John Maxwell COETZEE

coetzee-john-maxwell

(Cape Town, 1940). He studied in South Africa and the United States. He has taught literature at several prestigious universities, and is a translator, linguist, literary critic and, without doubt, one of South Africa’s most important writers, winner of the Nobel Prize for Literature in 2003. In 1974 he published his first novel, Dusklands. It was followed by In the Heart of the Country (1977), which won him the CNA, South African literature’s top prize; Waiting for the Barbarians (1980), which also won the CNA; Life & Times of Michael K. (1983), which won a Booker Prize, the most prestigious English language literary prize, and the Prix Femina Étranger; Foe (1986); Age of Iron (1990); The Master of Petersburg (1994); Disgrace (1999), which won him a second Booker; Boyhood (1998), Youth (2002), Elizabeth Costello (2003), Slow Man (2005), Diary of a Bad Year (2007) and Summertime (2009).

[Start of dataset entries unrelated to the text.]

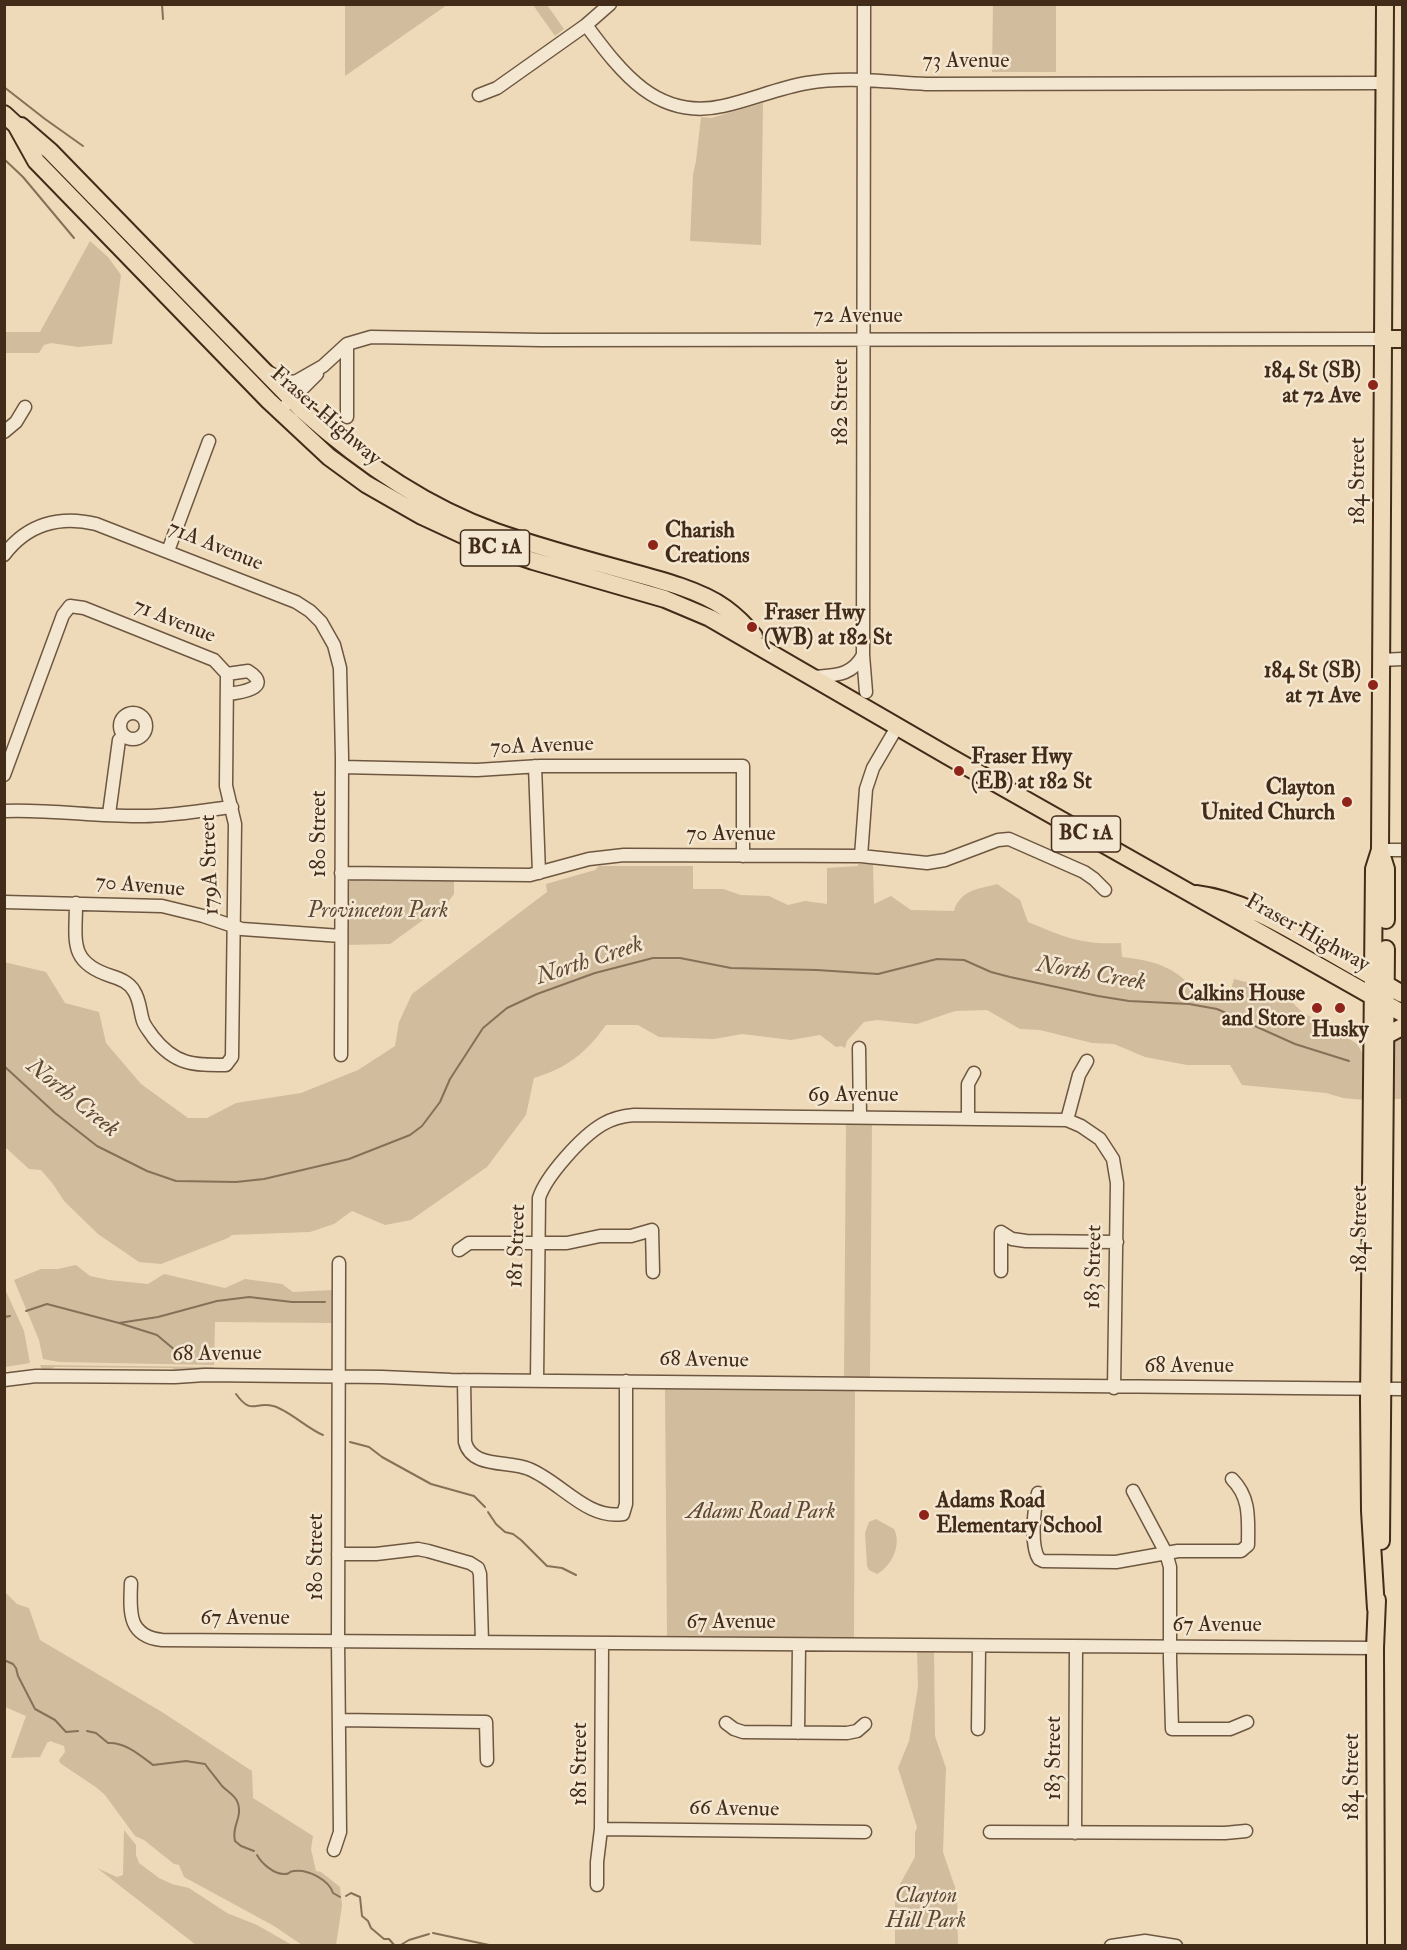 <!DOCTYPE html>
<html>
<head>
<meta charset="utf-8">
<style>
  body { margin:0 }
  #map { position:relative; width:1407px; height:1950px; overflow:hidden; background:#eedab8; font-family:"IM FELL Double Pica",serif }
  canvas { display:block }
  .frame { position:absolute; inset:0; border:6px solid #432b19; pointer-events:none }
</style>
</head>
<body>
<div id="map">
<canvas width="1407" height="1950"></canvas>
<div class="frame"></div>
</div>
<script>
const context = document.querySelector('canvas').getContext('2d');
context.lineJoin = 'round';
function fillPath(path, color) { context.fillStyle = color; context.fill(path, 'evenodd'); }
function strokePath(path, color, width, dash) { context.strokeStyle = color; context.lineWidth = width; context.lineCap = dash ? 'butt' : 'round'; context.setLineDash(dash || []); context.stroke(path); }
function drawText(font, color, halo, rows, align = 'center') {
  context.font = font + ' "IM FELL Double Pica",serif'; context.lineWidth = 5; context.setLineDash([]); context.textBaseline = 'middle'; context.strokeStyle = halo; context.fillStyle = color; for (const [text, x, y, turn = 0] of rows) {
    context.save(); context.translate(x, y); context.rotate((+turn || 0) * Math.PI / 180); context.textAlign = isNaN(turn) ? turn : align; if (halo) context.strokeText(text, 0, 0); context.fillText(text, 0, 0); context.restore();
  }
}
fillPath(new Path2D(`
  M345,5V4L447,5L345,76Z
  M533,5H547L564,29L555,36Z
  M993,5H1056V72H992Z
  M763,103L761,245L690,241L693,175L696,161L701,117L711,118Z
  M90,241L108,257L121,275L112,344L78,347L51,343L44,345L39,353H6L5,358V332H40Z
  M858,864H873L874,904L891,896L911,910L954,911C960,890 978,889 997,884L1020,900L1028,922C1065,937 1080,945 1121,943L1122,957C1155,961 1175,966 1197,993L1221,997L1229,996L1234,979L1281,991L1302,1012L1356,1043L1366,1058L1365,1100L1343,1098L1326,1093L1242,1085L1230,1065H1187L1145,1057L1114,1044L1092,1043L1040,1030L1020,1029L987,1010L955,1011L917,1024L877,1020L864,1022L847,1041L845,1048L841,1046L836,1047L820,1035L791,1040L742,1034L714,1039L659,1037L638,1025H606C586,1053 567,1068 534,1078L526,1115L487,1167L411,1220L385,1225L352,1211L334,1224L310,1232L232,1235L228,1238L161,1264L139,1262L98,1234L64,1201L53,1184L41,1170L29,1169L5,1147L4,962L46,972L65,1003L99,1012L106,1043L141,1084L188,1118H207L236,1103L301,1093L358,1070L395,1046L399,1022L412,994L547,892L546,884L595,870L599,866H693V889H723L741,895L769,896L788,905L805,901L827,904V868L858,866Z
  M366,877L370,880L454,881V894L448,902L390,944L345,945L347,883L355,878Z
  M1402,1031V1099H1390L1393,1039Z
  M846,1123H872L870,1377H844Z
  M76,1265L90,1276L109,1280L148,1284L164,1274L225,1288L245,1279L282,1284L293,1292L333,1290V1323L215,1322L214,1365L59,1362L43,1359L39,1340L14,1280L41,1269H58Z
  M4,1287L24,1331L30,1363L5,1367Z
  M40,1365L214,1367V1369L177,1371L172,1368L55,1367L48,1370H42Z
  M665,1388L855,1389L854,1639L667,1638Z
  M876,1519L894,1529C902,1544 892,1566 877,1574L869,1570L867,1566L865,1533L869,1522Z
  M6,1593L17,1604L29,1608L40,1640L162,1712L252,1771L253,1798L313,1836L311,1849L316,1871L321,1872L340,1887L342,1906L336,1945H302L274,1926L184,1877L179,1865L174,1864L144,1840L135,1836L105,1795L97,1788L60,1763L59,1760L65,1752L64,1746L50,1741L47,1743L40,1757L11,1758L26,1716L5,1707Z
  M917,1650H934L935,1736L946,1768L943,1852L957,1893L958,1945H895V1893L915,1857V1833L917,1827L898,1768L909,1741L918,1687Z
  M124,1830L136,1845V1855L139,1863L159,1878L172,1884L189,1888L227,1913L257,1925L292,1945H196L97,1868L117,1877L123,1875Z`), '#d1bc9d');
strokePath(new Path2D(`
  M162,4L163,19
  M4,87L45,119L83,146
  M4,159L23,177L74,238
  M4,1066L55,1113L97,1146L147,1171L176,1181L236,1182L264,1179L349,1159L410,1135L422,1126L440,1102L450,1079L483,1028L507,1008L537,994L595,973L653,958H680L731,968L817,970L878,974L937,959L964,960L991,972L1010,977L1098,996L1129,1001L1189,1004L1217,1009L1295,1044L1349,1061
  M26,1311L47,1304L119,1323L157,1335L182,1356
  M4,1317L10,1316
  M119,1323L158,1317L217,1301L249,1297L292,1302H325
  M236,1394C252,1416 255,1401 273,1406C287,1409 308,1429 323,1435
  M350,1442L369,1447L382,1457L431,1484L474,1496L485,1507
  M488,1512L496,1524L505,1532L513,1534L521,1540L547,1566L562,1568L576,1575
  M4,1660L13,1664L16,1668L18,1676L35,1709L55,1720L66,1732L78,1731
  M87,1731L96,1733L108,1743C125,1742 140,1755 153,1765L186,1761L205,1764C210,1771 216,1778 222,1786C230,1794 240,1797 239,1813C238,1823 232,1829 235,1841L241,1846L254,1851
  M257,1855C262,1864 274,1874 284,1874C292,1874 286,1872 294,1871C308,1869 329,1880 333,1893L340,1897
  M346,1896L351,1893L360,1897L362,1916L368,1921L371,1928L384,1939H389L395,1946
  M433,1933L489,1945L513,1946
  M399,1946L409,1940L429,1934`), '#877058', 2);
const minor = new Path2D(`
  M864,4L863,655L866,692
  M586,25C621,72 657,121 723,106C751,100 778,88 807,83C847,76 886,82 926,84L1384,83
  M479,95L497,88L586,25L610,4
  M347,344V417
  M268,372L287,381L295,382L323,366L347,344L371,337L541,340L1382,339
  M287,404L317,374
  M4,432L16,422L25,407
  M168,551L209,441
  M4,555C27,524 60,515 96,524L296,602L310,611L321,622L334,645L340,668L342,757L341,1055
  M1380,660L1402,659
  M814,677C835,675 852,676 863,655
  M227,694C238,693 275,688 248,671L227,674
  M120 726a13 13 0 1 1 26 0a13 13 0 1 1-26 0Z
  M535,766L539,873
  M342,767L477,770L540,766H743V856
  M4,775L63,615L70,606L84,608L214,660L227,674
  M4,811C51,809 97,817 144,816C173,816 203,810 232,807
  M109,814L119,740L124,735
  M1380,850H1402
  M861,856L866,789L873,768L897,727
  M341,873L530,875L589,859L624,855L861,856L927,863L945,860L998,840L1009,839L1084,872L1094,879L1105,890
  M4,902L162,906L203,916L242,929L341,936
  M76,903C76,941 68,962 111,976C120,979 129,982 134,991C140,1000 140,1012 143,1021C145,1027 150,1032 153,1037C175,1065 193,1065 226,1065L232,1057L235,824L226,786L227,674
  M859,1048L860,1117
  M968,1118V1084L974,1073
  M1067,1120L1079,1075L1087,1061
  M459,1250L469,1243H567L600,1236H631L652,1230L653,1272
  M1001,1271V1232L1012,1239L1026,1241L1117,1242
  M4,1380L36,1376L175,1377L205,1375L382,1377L451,1380L1402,1389
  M464,1380L465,1442C472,1469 509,1460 529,1469C561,1482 587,1520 623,1514L626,1504V1381
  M537,1381L539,1198C546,1176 582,1136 603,1124C613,1118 623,1116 634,1115L1067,1120L1081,1126L1100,1139L1113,1159L1117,1183L1114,1388
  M1133,1491L1166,1553L1170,1567V1659L1172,1729H1230L1247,1722
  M1038,1493C1034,1508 1030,1546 1039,1559L1043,1561L1116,1562L1178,1551H1241L1248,1545C1248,1520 1251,1498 1232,1479
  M338,1554H376L418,1549L428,1551L470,1563L478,1568L480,1574L482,1642
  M131,1583C130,1611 127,1636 162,1640L1375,1648
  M339,1720L486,1722L487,1760
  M726,1723L734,1729L743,1732L847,1733L857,1731L865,1724
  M978,1729L979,1647
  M798,1733L799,1645
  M601,1829L865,1832
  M990,1832L1225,1833L1246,1831
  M1075,1833L1076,1647
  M334,1850L340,1832L338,1640L339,1263
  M597,1885V1862L601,1829L602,1643
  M1111,1946L1145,1941L1176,1946`);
const major = new Path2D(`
  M4,114L16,125L36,161L269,401L329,457L366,484L422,516L478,542L533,561L665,599L710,618L948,756L1402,1013
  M21,126L50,151L301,409C358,460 423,506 496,532C539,547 583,559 627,571C657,579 700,590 725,608C736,616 746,626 754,636
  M1382,339H1402
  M1380,850L1386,869V920
  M1196,894C1244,900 1285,927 1326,950C1352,965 1377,979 1402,994
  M1385,1036L1402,1027
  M1381,1541L1386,949
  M1376,1609L1370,1511L1369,1401L1374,869L1380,850L1385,4
  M1376,1946L1375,1648L1377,1600`);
strokePath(minor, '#6e5741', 15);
strokePath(major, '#432b19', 20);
strokePath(minor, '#f4e7d1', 12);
strokePath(major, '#eedab8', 16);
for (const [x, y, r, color] of [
  [1373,385,6,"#8f2418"],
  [653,545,6,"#8f2418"],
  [752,627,6,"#8f2418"],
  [1373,685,6,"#8f2418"],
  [959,771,6,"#8f2418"],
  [1347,802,6,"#8f2418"],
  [1317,1008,6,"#8f2418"],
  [1340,1008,6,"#8f2418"],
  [924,1515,6,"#8f2418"]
]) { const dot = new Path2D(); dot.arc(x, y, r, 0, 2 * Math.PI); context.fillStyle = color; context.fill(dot); strokePath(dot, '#f4e7d1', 2); }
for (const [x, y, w] of [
  [495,548,69],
  [1086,834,69]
]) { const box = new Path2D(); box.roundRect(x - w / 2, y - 18, w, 36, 4.5); context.fillStyle = '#f4e7d1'; context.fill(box); strokePath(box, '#432b19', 1.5); }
drawText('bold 21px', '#432b19', null, [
  ["BC 1A",495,548],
  ["BC 1A",1086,834]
]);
drawText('22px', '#432b19', '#f4e7d1', [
  ["73 Avenue",966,62],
  ["72 Avenue",858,317],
  ["182 Street",842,402,-90],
  ["Fraser Highway",325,417,41],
  ["184 Street",1359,481,-90],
  ["71A Avenue",215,547,22],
  ["71 Avenue",174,622,22],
  ["70A Avenue",542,747,-2],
  ["180 Street",320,834,-90],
  ["70 Avenue",731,835],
  ["179A Street",211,865,-92],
  ["70 Avenue",140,887,5],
  ["Fraser Highway",1307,934,29],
  ["69 Avenue",853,1096],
  ["184 Street",1361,1229,-90],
  ["181 Street",518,1246,-88],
  ["183 Street",1095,1267,-89],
  ["68 Avenue",217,1355,-1],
  ["68 Avenue",704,1361,1],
  ["68 Avenue",1189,1367],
  ["180 Street",317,1557,-90],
  ["67 Avenue",245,1619],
  ["67 Avenue",731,1623],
  ["67 Avenue",1217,1626],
  ["183 Street",1055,1758,-90],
  ["181 Street",581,1764,-90],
  ["184 Street",1353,1777,-90],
  ["66 Avenue",734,1810,1]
]);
drawText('bold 22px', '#432b19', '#f4e7d1', [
  ["184 St (SB)",1361,372],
  ["at 72 Ave",1361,397],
  ["Charish",665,532,"left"],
  ["Creations",665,557,"left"],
  ["Fraser Hwy",764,614,"left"],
  ["(WB) at 182 St",764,639,"left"],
  ["184 St (SB)",1361,672],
  ["at 71 Ave",1361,697],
  ["Fraser Hwy",971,758,"left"],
  ["(EB) at 182 St",971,783,"left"],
  ["Clayton",1335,789],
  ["United Church",1335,814],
  ["Calkins House",1305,995],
  ["and Store",1305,1020],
  ["Husky",1340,1031,"center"],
  ["Adams Road",936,1502,"left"],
  ["Elementary School",936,1527,"left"]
], 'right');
drawText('italic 22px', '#5f4833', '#f4e7d1', [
  ["Provinceton Park",378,912],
  ["Adams Road Park",761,1513],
  ["Clayton",926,1897],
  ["Hill Park",926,1922]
]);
drawText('italic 24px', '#5f4833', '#f4e7d1', [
  ["North Creek",590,962,-18],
  ["North Creek",1091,975,10],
  ["North Creek",72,1099,39]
]);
</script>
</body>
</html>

He has also published a number of non-fictional works, including Giving Offense (1996), The Lives of Animals (1999), Stranger Shores (2002) and Inner Workings (2007). He has received the Jerusalem Prize and the Irish Times International Fiction Prize. In Spain he has won the 2003 Llibreter Prize and the Reino de Redonda Prize created by the writer Javier Marías.